Integration of low-k into a reliable semiconductor production process remains challenging and clearly new ideas are necessary. Seref Kalem of Turkey's National Institute of Electronics and Cryptology describes a cryptocrystalline material with possible low-k and other applications.
There is an increasing demand for low-k dielectrics as inter-level metal insulator for advanced silicon circuit manufacturing. For the 65nm era and beyond that is due in 2007, dielectric values of lower than 3.0 were predicted by 2003 International Technology Roadmap for Semiconductors (ITRS). But, advanced semiconductor manufacturing has additional requirements for low-k such as survival and integration into the whole fabrication process. Cryptocrystalline ammonium silicon fluoride (NH4)2SiF6 (also known as ammonium fluorosilicate) is a low-k material (k=1.87) that we have recently developed on Si-based substrates offers interesting low-cost and high performance solutions to the low-k challenge and for other manufacturing applications. But, there are a number of problems to overcome in getting this material working for the semiconductor industry.

Cryptocrystalline thin films of ammonium silicon fluoride (NH4)2SiF6 (ASF) form on Si when a wafer surface is exposed to a vapours mixture of hydrofluoric acid (HF) and nitric acid (HNO3).
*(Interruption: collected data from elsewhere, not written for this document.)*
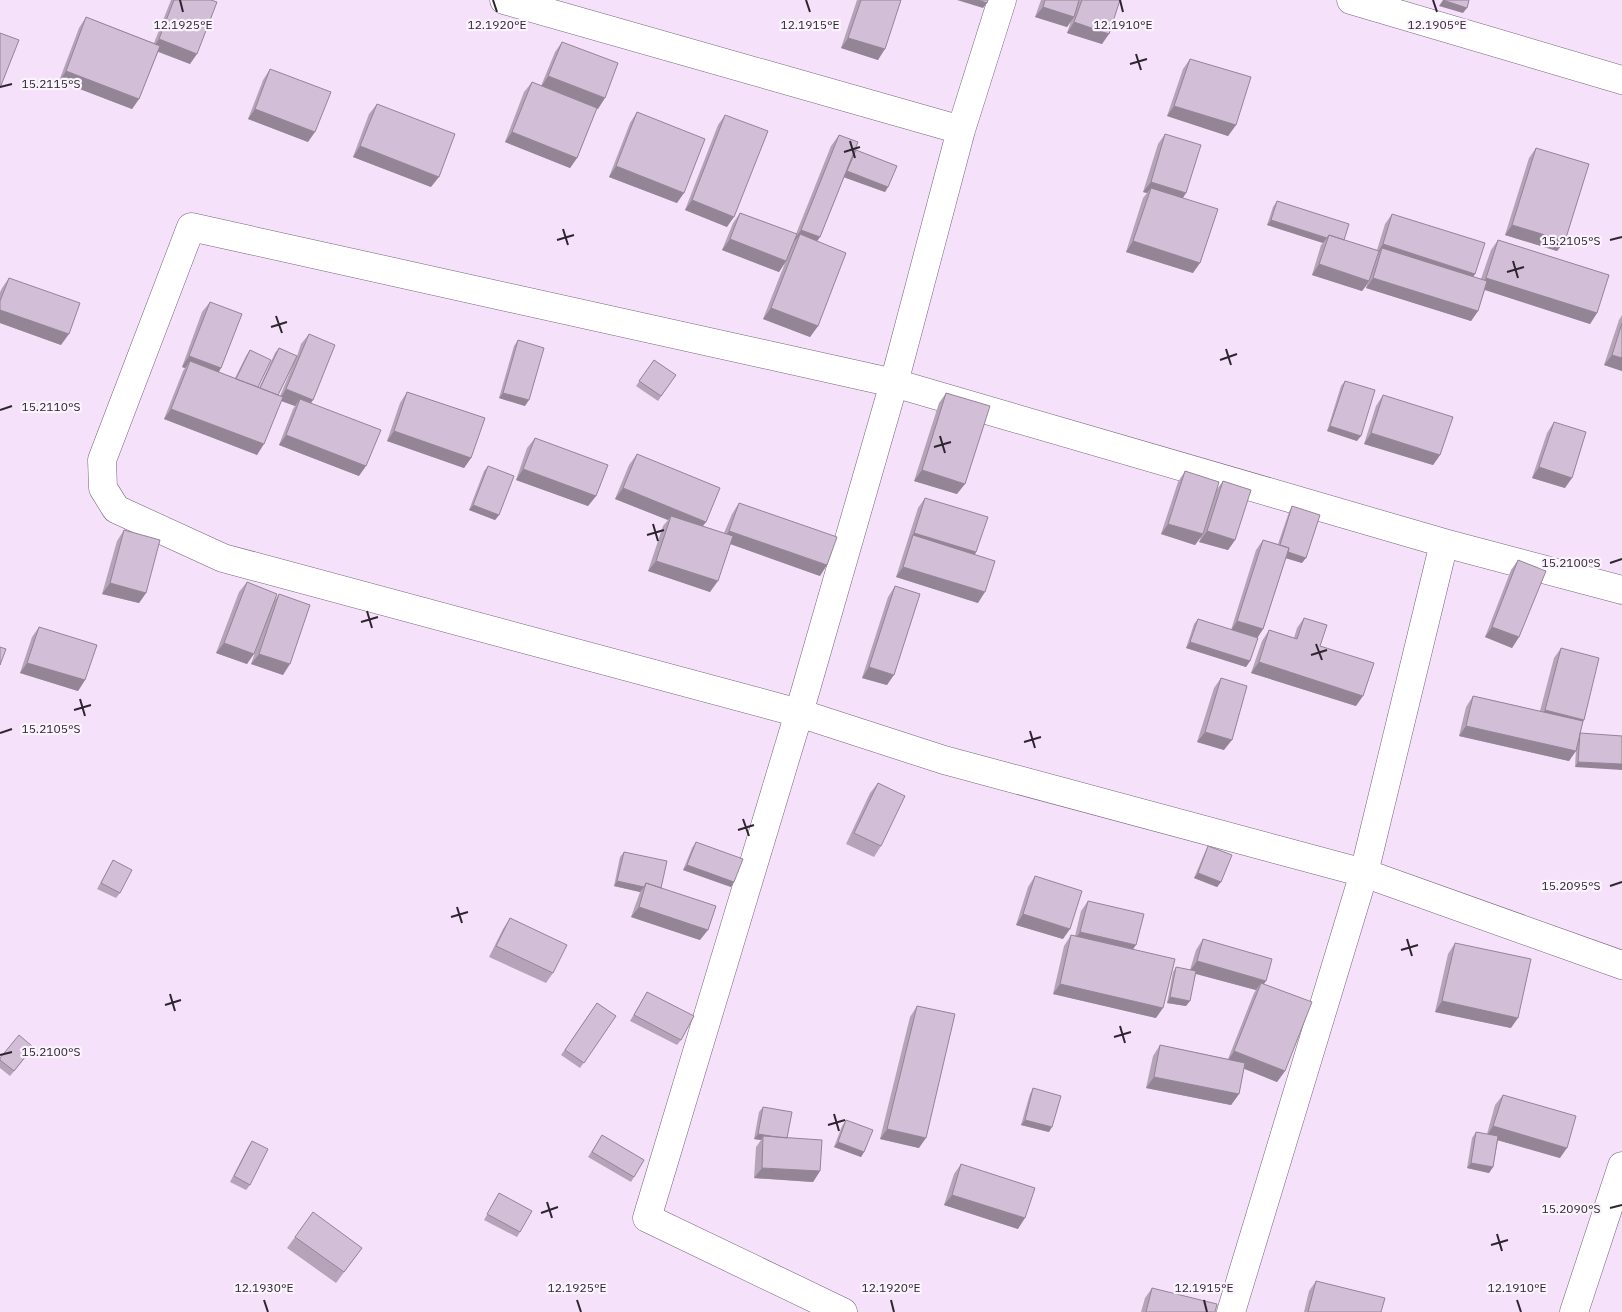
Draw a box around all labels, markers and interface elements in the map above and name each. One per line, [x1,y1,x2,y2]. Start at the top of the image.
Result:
text: 12.1925°E [153,17,213,32]
text: 12.1920°E [467,17,527,32]
text: 12.1915°E [780,17,840,32]
text: 12.1910°E [1093,17,1153,32]
text: 12.1905°E [1407,17,1467,32]
text: 15.2115°S [21,76,81,91]
text: 15.2105°S [1541,233,1601,248]
text: 15.2110°S [21,399,81,414]
text: 15.2100°S [1541,555,1601,570]
text: 15.2105°S [21,721,81,736]
text: 15.2095°S [1541,878,1601,893]
text: 15.2100°S [21,1044,81,1059]
text: 15.2090°S [1541,1201,1601,1216]
text: 12.1930°E [234,1280,294,1295]
text: 12.1925°E [547,1280,607,1295]
text: 12.1920°E [861,1280,921,1295]
text: 12.1915°E [1174,1280,1234,1295]
text: 12.1910°E [1487,1280,1547,1295]

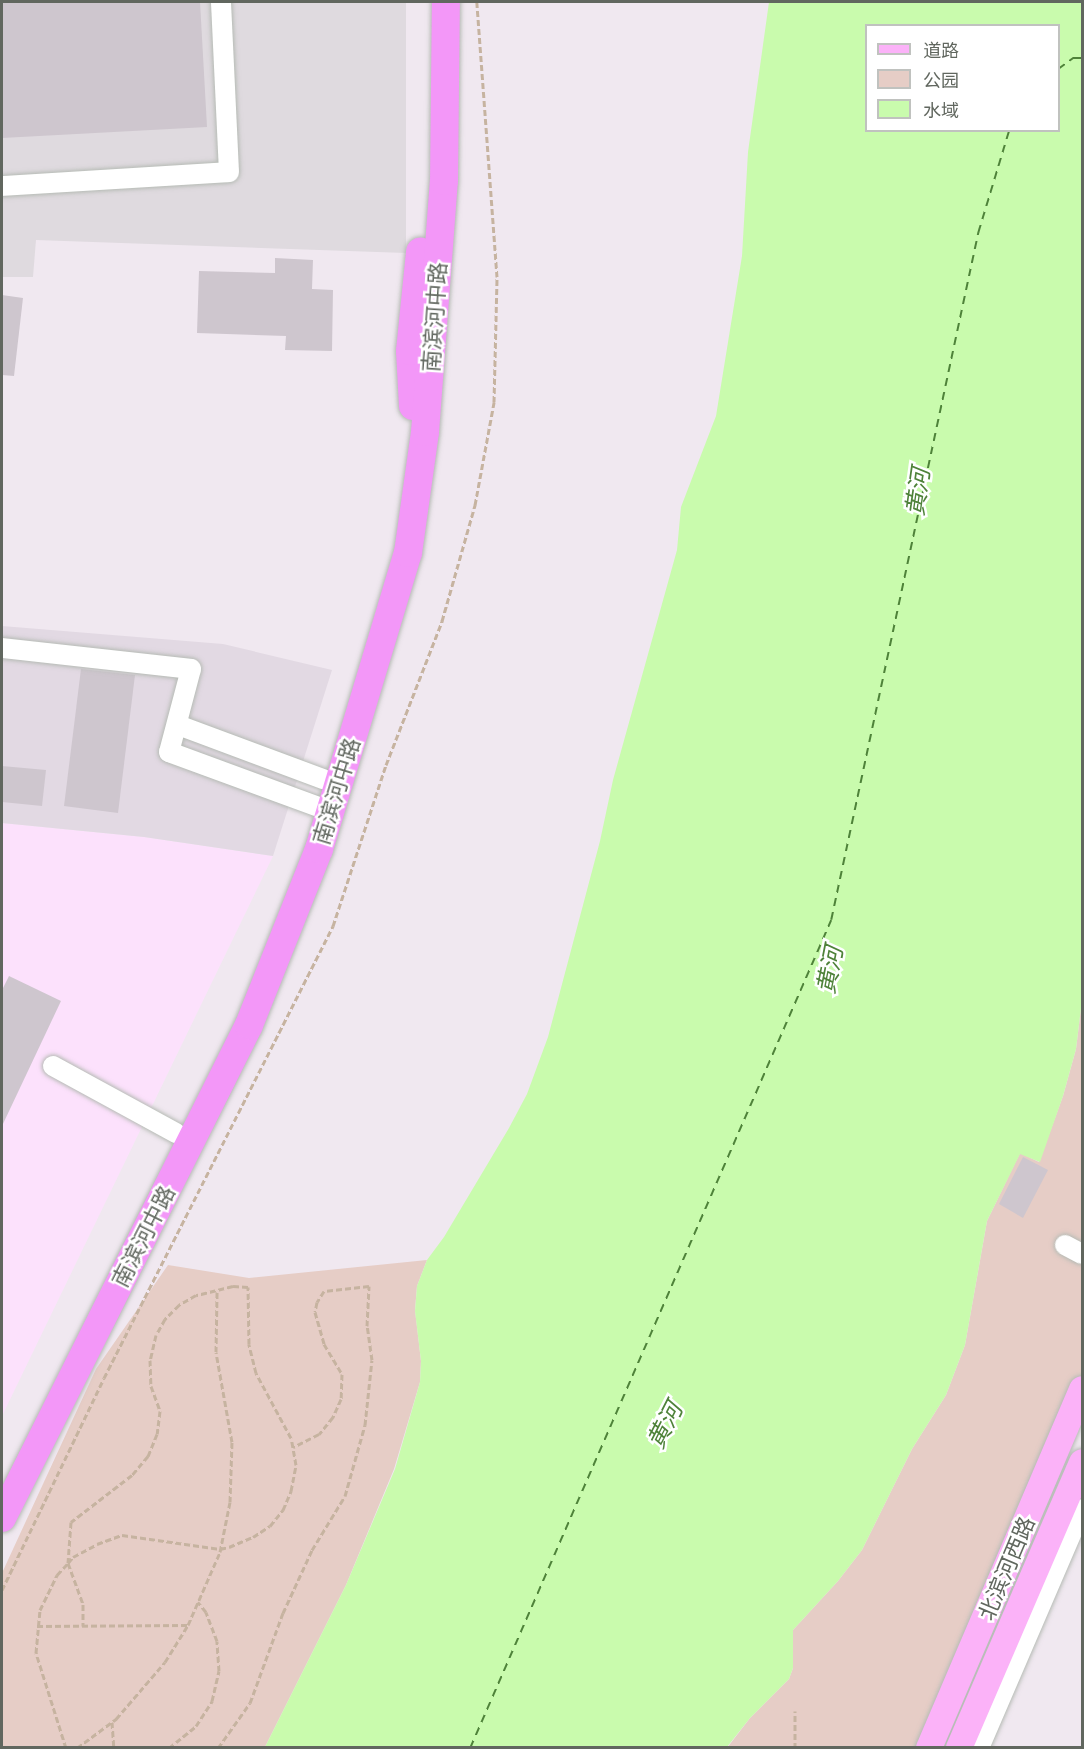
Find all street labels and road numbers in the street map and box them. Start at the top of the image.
street label: 南滨河中路 [417,261,451,373]
street label: 南滨河中路 [307,735,365,847]
street label: 南滨河中路 [106,1181,180,1291]
street label: 北滨河西路 [972,1512,1040,1624]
The HF:HNO3 mixture is also known as an etching and cleaning solution in semiconductor production. The chemicals used in the process are semiconductor grade 40% HF and 65% HNO3 by weight. The samples in our experiments were made at room temperature using boron-doped p-type (100) Si wafers with resistivities of 5-10Ωcm. But, the ASF crystals were also successfully grown on n-type Si wafers with {100} and {111} crystalline orientations and other Si based substrates such as silicon (Si3N4) and Si1-x Gex( x ≤ 0.3 ).

Vapour phase etch

Growing low-k dielectric layers by vapour phase etching has several advantages:

* no electrical contacts are needed

* selective processing is possible

* layers are homogeneous

* thickness can be controlled

* offers a cost-effective solution to dielectric layer growth compared to other techniques, such as molecular beam epitaxy, chemical vapour deposition and even spin-on technology

Before proceeding further, let us define the cryptocrystalline state. The crystal texture for some materials is so finely grained that no distinct particles are discerned under imaging in a polarisation microscope, and even under scanning electron microscope (SEM), as shown in Figures 1 and 2. The state of matter arranged in this way with such minute crystals is said to be cryptocrystalline or cryptogranular. This type of crystal can exhibit extraordinary dielectric properties that can be used in various fields ranging from microelectronics and packaging applications to photonics and optics.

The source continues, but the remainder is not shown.